This repository contains a fully-contained source application that simulates the operations of a university's course management portal. The frontend service allows you to register students, professors, and courses at the university, as well as enroll students in courses and assign professors to teach courses. You can generate random data, add your own, or update existing records to reflect changes in real-life (e.g. students increase their GPA, change their address, etc.)
The analytics component of this application is enabled by capturing all historical information provided by the operational database, and representing them as a Type 2 Slowly Changing Dimensions.
Behind the scenes, new data generated (or changes made to existing data) is passed into an API call which subsequently makes changes to the underlying operational database, hosted with PostgreSQL. The operational database is normalized, as is the norm with OLTP databases, to reduce data redundancies and increase read/write efficiency.

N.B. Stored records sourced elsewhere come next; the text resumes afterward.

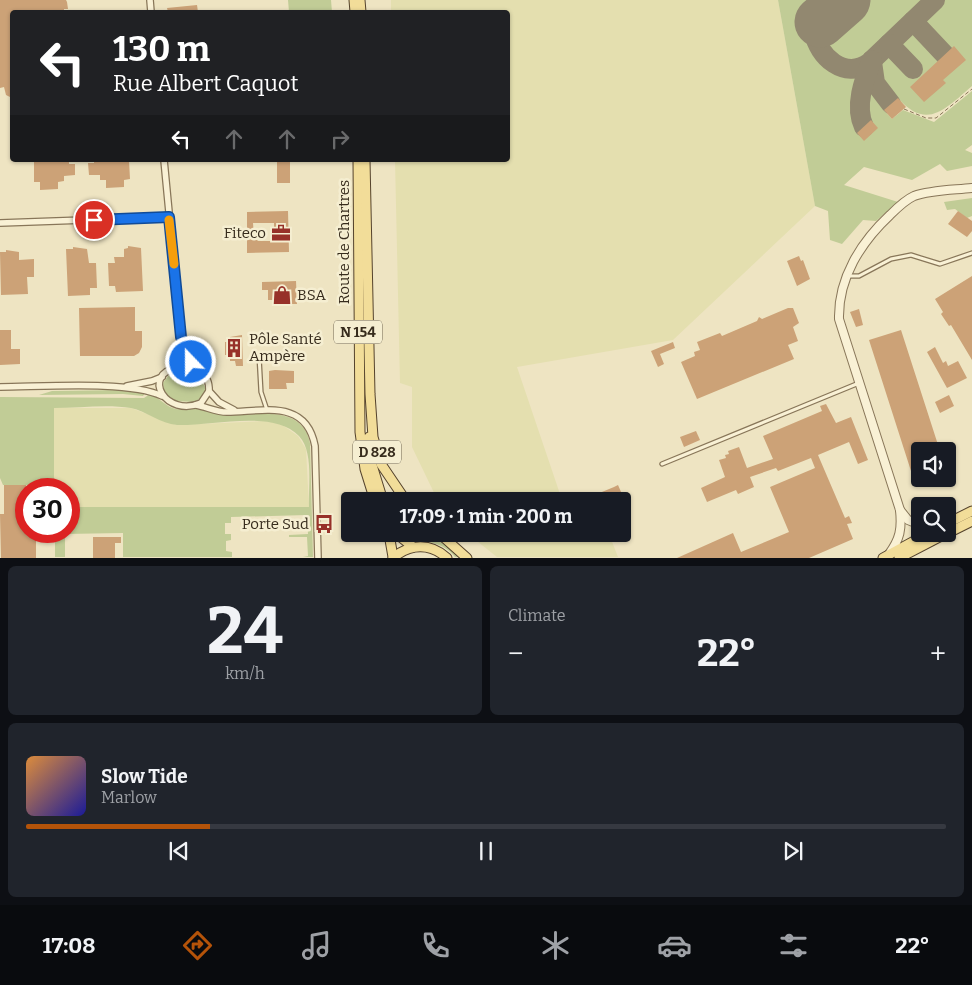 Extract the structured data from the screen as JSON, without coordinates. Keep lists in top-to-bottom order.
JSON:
{
  "streets": {
    "main road": ["Route de Chartres", "N 154", "D 828"]
  },
  "crossings": [
    ["N 154", "D 828"]
  ],
  "places": {
    "office": ["Fiteco"],
    "shop": ["BSA"],
    "building": ["Pôle Santé Ampère"],
    "bus stop": ["Porte Sud"]
  },
  "page": {
    "turn": ["130 m", "Rue Albert Caquot"],
    "limit": "30",
    "trip": "17:09 · 1 min · 200 m",
    "tile": [
      ["24", "km/h"],
      "Climate"
    ],
    "heat": ["−", "22°", "+"],
    "song": ["Slow Tide", "Marlow"],
    "tabs": ["17:08", "22°"]
  }
} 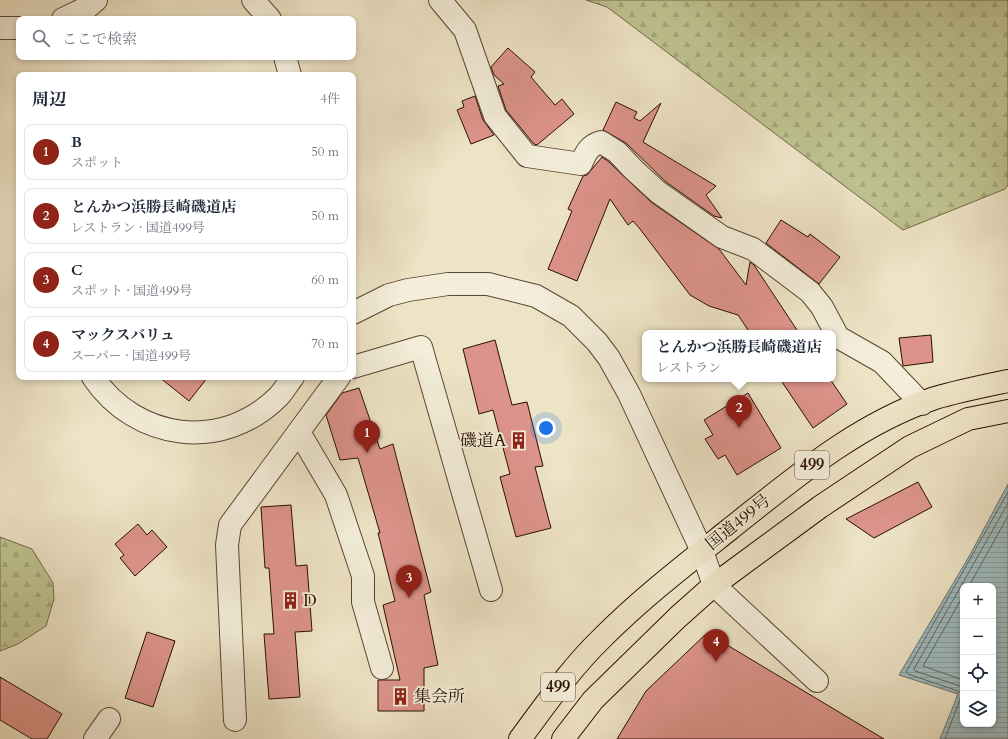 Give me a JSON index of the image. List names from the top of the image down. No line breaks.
{"streets":{"highway":["499","国道499号"]},"places":{"building":["磯道A","D","集会所"]},"page":{"search":"ここで検索","heading":["周辺","4件"],"list":[{"mark":"1","name":"B","note":"スポット","value":"50 m"},{"mark":"2","name":"とんかつ浜勝長崎磯道店","note":"レストラン · 国道499号","value":"50 m"},{"mark":"3","name":"C","note":"スポット · 国道499号","value":"60 m"},{"mark":"4","name":"マックスバリュ","note":"スーパー · 国道499号","value":"70 m"}],"popup":["とんかつ浜勝長崎磯道店","レストラン"],"pins":["2","1","3","4"],"map_buttons":["+","−"]}} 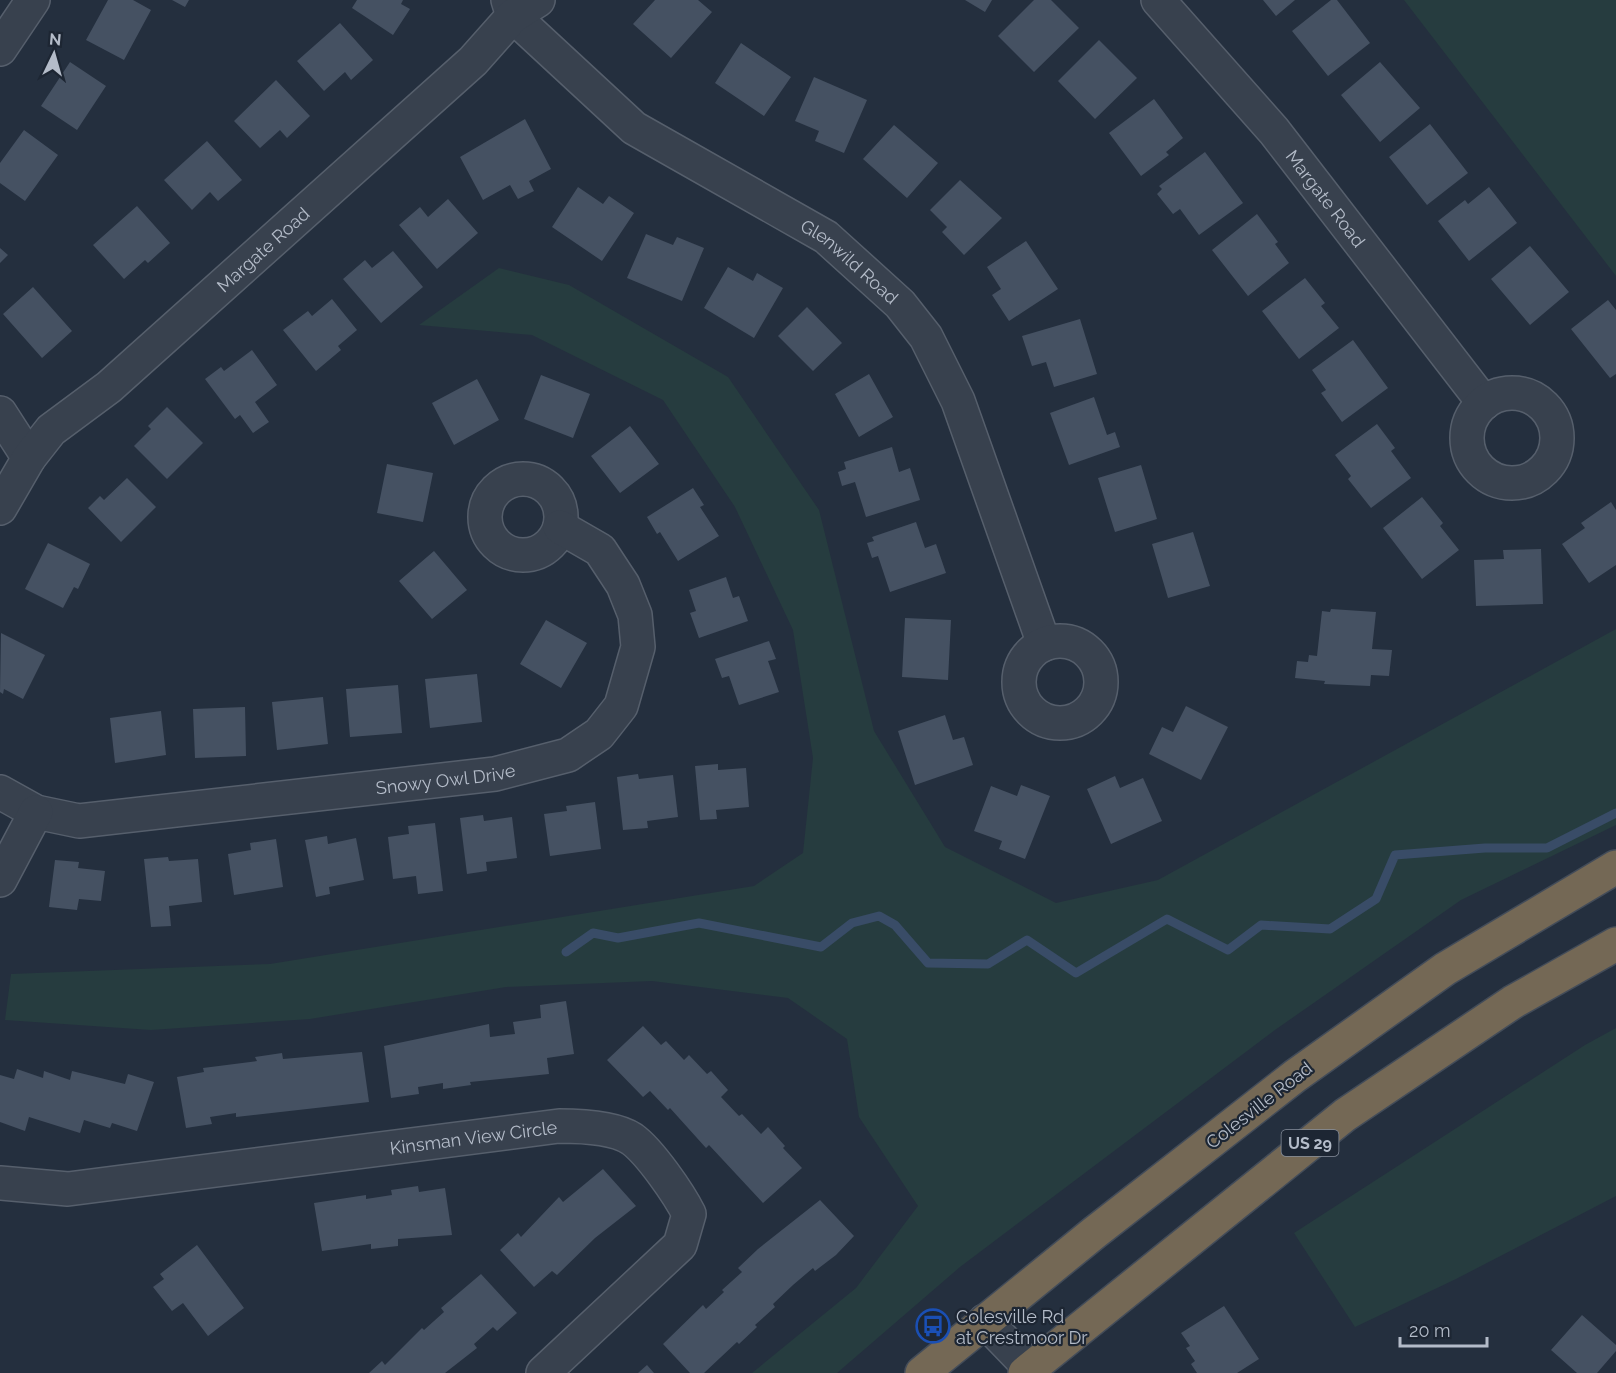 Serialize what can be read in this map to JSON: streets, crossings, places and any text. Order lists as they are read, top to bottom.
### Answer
{
  "streets": {
    "highway": ["Colesville Road", "US 29"],
    "street": [
      "Margate Road",
      "Glenwild Road",
      "Snowy Owl Drive",
      "Kinsman View Circle"
    ]
  },
  "crossings": [
    ["Margate Road", "Glenwild Road"]
  ],
  "places": {
    "bus stop": ["Colesville Rd at Crestmoor Dr"]
  },
  "scale_bar": "20 m",
  "north": "top"
}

To enable analytics on the managed data I have developed a CDC (change data capture) pipeline that captures all historical information from the operational database and stores it in a separate OLAP database. This process begins with Debezium and Kafka, which have been set up and configured to read changes from the OLAP database and write to a Kafka topic - one topic per table. The changes are then persisted to disk using Spark structured streaming, which reads from the Kafka topics and writes the streaming DataFrame as a parquet file to the "data_lake". Finally, DuckDB is used as the query engine to display the results in the frontend application.
This architecture minimizes additional stress on the operational database, as the Debezium connector reads changes from PostgreSQL's write ahead log (wal) instead of querying the database directly. Additionally, the structured stream allows for changes made in the OLTP database to be reflected in the OLAP database as close to real-time as possible.
- Requires:
Git
,Docker
Download:
git clone [email protected]:flemm0/MigsbyU.git
Run:
cd MigsbyU
docker compose up --build -d
Acess the UI at: http://localhost:8501
Done playing:
docker compose down --rmi all